The Price of Time

Admittedly I am a busy person. Okay, I’ll be even more honest, I’m probably borderline workaholic. But I LOVE it! I have work I enjoy (after several years of work that I hated). I enjoy it. I’m good at it. I help people and my contributions are valued. Who wouldn’t get a high from that?

But as I age and more importantly as my children age, I have found that the price of my time is more expensive than any job can pay. There’s no amount that can compensate me for missing family dinner ( I refuse to miss it). There’s no amount that can compensate me to not establish a routine of nightly devotion (I refuse to miss it. Even when I have to pry my 6-year-old from the TV). There’s no amount that can compensate me for preserving a Saturday for time at the park (Even though it’s incredibly hot and humid and Louisiana mosquitos have apparently developed an immunity to anything that could possibly kill them.) And most importantly there’s no amount that can keep me from quality time with my husband whom I am learning to treasure more and more as the years go by.

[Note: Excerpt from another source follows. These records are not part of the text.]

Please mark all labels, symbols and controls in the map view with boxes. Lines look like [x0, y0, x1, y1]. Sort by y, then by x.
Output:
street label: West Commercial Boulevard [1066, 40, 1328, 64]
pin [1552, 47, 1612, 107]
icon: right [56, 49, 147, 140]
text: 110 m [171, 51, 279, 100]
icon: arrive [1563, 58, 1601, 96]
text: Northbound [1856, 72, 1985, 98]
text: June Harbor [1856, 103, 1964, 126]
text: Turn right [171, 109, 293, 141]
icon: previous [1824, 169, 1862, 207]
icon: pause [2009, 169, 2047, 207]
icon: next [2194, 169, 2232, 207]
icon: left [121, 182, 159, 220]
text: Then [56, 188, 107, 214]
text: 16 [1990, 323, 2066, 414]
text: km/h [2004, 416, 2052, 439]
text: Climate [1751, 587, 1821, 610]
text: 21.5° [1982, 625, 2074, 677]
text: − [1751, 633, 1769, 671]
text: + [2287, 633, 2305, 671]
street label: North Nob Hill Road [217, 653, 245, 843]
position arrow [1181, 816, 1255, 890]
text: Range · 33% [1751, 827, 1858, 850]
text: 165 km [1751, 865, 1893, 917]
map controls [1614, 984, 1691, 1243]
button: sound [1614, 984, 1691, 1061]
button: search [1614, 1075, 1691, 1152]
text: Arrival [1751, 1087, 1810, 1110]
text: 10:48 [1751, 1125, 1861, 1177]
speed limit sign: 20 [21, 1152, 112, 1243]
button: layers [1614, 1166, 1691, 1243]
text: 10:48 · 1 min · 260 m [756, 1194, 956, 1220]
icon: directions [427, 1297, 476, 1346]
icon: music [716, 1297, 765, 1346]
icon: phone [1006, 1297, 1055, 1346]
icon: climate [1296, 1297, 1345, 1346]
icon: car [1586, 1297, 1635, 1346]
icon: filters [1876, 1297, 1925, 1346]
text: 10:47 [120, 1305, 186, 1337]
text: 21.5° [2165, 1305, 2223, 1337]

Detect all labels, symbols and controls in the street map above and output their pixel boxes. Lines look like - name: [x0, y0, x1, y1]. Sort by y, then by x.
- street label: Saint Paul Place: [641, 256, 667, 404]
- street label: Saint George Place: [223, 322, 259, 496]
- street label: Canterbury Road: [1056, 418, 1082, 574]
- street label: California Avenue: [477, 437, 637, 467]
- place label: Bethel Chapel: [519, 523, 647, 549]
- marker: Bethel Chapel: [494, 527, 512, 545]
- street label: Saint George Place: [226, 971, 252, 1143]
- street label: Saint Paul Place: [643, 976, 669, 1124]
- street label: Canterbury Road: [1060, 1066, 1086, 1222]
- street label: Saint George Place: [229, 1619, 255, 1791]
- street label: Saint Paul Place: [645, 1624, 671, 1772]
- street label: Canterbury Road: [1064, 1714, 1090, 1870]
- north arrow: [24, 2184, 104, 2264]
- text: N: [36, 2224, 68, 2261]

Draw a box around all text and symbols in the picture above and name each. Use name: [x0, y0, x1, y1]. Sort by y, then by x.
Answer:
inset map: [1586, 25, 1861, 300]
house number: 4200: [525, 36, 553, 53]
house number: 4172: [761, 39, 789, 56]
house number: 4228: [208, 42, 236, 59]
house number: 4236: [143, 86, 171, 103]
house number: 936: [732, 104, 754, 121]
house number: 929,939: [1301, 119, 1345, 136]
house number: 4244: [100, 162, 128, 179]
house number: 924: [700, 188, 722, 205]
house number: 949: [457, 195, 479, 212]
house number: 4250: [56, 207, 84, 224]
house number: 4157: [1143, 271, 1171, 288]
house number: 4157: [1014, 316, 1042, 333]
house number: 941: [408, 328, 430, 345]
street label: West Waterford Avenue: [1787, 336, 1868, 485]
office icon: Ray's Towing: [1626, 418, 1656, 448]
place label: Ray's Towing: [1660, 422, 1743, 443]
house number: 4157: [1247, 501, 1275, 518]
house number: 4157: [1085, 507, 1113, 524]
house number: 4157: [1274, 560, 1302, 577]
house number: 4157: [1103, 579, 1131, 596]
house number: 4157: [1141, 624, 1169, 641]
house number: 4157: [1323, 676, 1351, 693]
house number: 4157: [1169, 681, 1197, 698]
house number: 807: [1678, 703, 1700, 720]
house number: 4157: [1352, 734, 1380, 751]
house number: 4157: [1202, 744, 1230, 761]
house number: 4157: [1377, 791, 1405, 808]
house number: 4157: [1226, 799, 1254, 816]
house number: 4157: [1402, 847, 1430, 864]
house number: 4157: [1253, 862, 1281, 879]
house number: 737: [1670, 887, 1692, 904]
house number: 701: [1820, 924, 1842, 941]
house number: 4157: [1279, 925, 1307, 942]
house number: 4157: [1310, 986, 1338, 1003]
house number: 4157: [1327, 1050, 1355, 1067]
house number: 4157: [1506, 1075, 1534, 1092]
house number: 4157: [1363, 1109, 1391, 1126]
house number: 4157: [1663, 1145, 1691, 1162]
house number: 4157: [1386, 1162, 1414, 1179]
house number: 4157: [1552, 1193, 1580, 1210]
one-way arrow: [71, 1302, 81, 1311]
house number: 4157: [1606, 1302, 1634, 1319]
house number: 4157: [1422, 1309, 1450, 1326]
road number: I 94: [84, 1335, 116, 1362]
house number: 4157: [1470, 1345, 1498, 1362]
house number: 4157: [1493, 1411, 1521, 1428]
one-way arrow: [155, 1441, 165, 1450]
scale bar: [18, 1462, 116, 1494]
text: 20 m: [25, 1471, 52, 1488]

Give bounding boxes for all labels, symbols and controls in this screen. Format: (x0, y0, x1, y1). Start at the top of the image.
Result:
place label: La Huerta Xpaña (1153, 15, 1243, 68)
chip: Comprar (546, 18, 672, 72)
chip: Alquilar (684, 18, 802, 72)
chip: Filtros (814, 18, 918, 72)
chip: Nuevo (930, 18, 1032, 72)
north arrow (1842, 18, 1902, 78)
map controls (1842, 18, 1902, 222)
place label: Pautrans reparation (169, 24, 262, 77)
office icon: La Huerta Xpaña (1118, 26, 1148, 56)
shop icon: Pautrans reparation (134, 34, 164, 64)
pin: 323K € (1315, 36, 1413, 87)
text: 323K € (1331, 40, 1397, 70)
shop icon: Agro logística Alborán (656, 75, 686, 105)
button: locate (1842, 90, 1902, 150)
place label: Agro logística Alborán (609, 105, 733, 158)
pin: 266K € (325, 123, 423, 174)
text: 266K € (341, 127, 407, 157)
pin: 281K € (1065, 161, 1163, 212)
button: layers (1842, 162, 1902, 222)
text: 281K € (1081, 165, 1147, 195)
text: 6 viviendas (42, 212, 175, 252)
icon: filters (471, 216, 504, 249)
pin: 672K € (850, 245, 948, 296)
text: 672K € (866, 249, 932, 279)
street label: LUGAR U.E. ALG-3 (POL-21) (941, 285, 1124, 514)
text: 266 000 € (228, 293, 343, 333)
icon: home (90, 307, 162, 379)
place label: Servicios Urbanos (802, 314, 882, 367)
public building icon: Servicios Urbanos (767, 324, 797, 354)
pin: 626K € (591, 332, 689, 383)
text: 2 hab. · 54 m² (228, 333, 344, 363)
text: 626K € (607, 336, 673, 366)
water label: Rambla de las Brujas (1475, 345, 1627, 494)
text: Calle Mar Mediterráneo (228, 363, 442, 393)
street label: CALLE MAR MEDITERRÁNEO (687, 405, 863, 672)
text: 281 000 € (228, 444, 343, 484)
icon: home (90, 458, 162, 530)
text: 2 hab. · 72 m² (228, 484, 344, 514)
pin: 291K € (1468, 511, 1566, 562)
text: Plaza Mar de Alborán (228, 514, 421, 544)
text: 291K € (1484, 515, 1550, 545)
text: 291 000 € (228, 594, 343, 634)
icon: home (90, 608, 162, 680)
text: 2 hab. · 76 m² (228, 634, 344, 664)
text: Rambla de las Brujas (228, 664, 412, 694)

I MUST make time for my family.

I MUST make time for time with God.

These are two non-negotiables I am developing this year.

Creeping into the back of my mind is the realization as a leader of another essential non-negotiable for healthy ministry. Though this one is coming behind God and Family in order of importance, it is nonetheless important: TIME FOR THE PEOPLE.

Outside of ministry, my vocation consists of a lot of technology, automation and strategic system development. Somewhere along the lines, the line got blurred.

Technology, automation and strategic system development became the heartbeat of the way I conducted much of my ministry. Schedules, software, data-collection— those became the things that got my attention the most.

Somewhere along the way, I forgot that the heartbeat of Jesus is people and therefore the heartbeat of His body on mission must be that as well.

I am attempting to turn the ship.

I am attempting to see the person behind every slot on every schedule. To check in with them, to know what’s going on in their life, to have a PULSE on Jesus’ people. And I’ll admit it, it’s not super easy. My tendency is to try to develop a schedule around how to do that.

But the dividends of this type of ministry are exponential. After all, isn’t it the fact that someone kept a pulse on you the reason you got saved? Whether directly through evangelism or indirectly through prayer an invitation to church or someone’s example, every believer became a believer because SOMEONE had a pulse on their eternal destination.

Jesus did the HARDEST part. He provided the path. But He has left the responsibility of seeing people along the path to US. And the weight of this responsibility is especially heavy for leaders (James 3:1).

But it’s the ONLY way people can be transferred from an eternal destination of hell to an eternal destination of heaven and it’s the only way people can GROW in their pursuit of becoming more and more like Christ.

Life’s challenges are too great to expect people to flourish without SOMEONE personally checking in on them, someone calling, someone showing up at midnight. People NEED people to thrive and grow. Leader, people NEED YOU. Not just your preaching, leading or serving, they need your coffee date, your birthday party visit, and your phone call out of the blue.

They need to know you see them and they need to know you CARE.

James 3:1

 Not many of you should become teachers, my fellow believers, because you know that we who teach will be judged more strictly.

John 4:35

Don’t you have a saying, ‘It’s still four months until harvest’? I tell you, open your eyes and look at the fields! They are ripe for harvest.

Romans 10:14

How, then, can they call on the one they have not believed in? And how can they believe in the one of whom they have not heard? And how can they hear without someone preaching to them?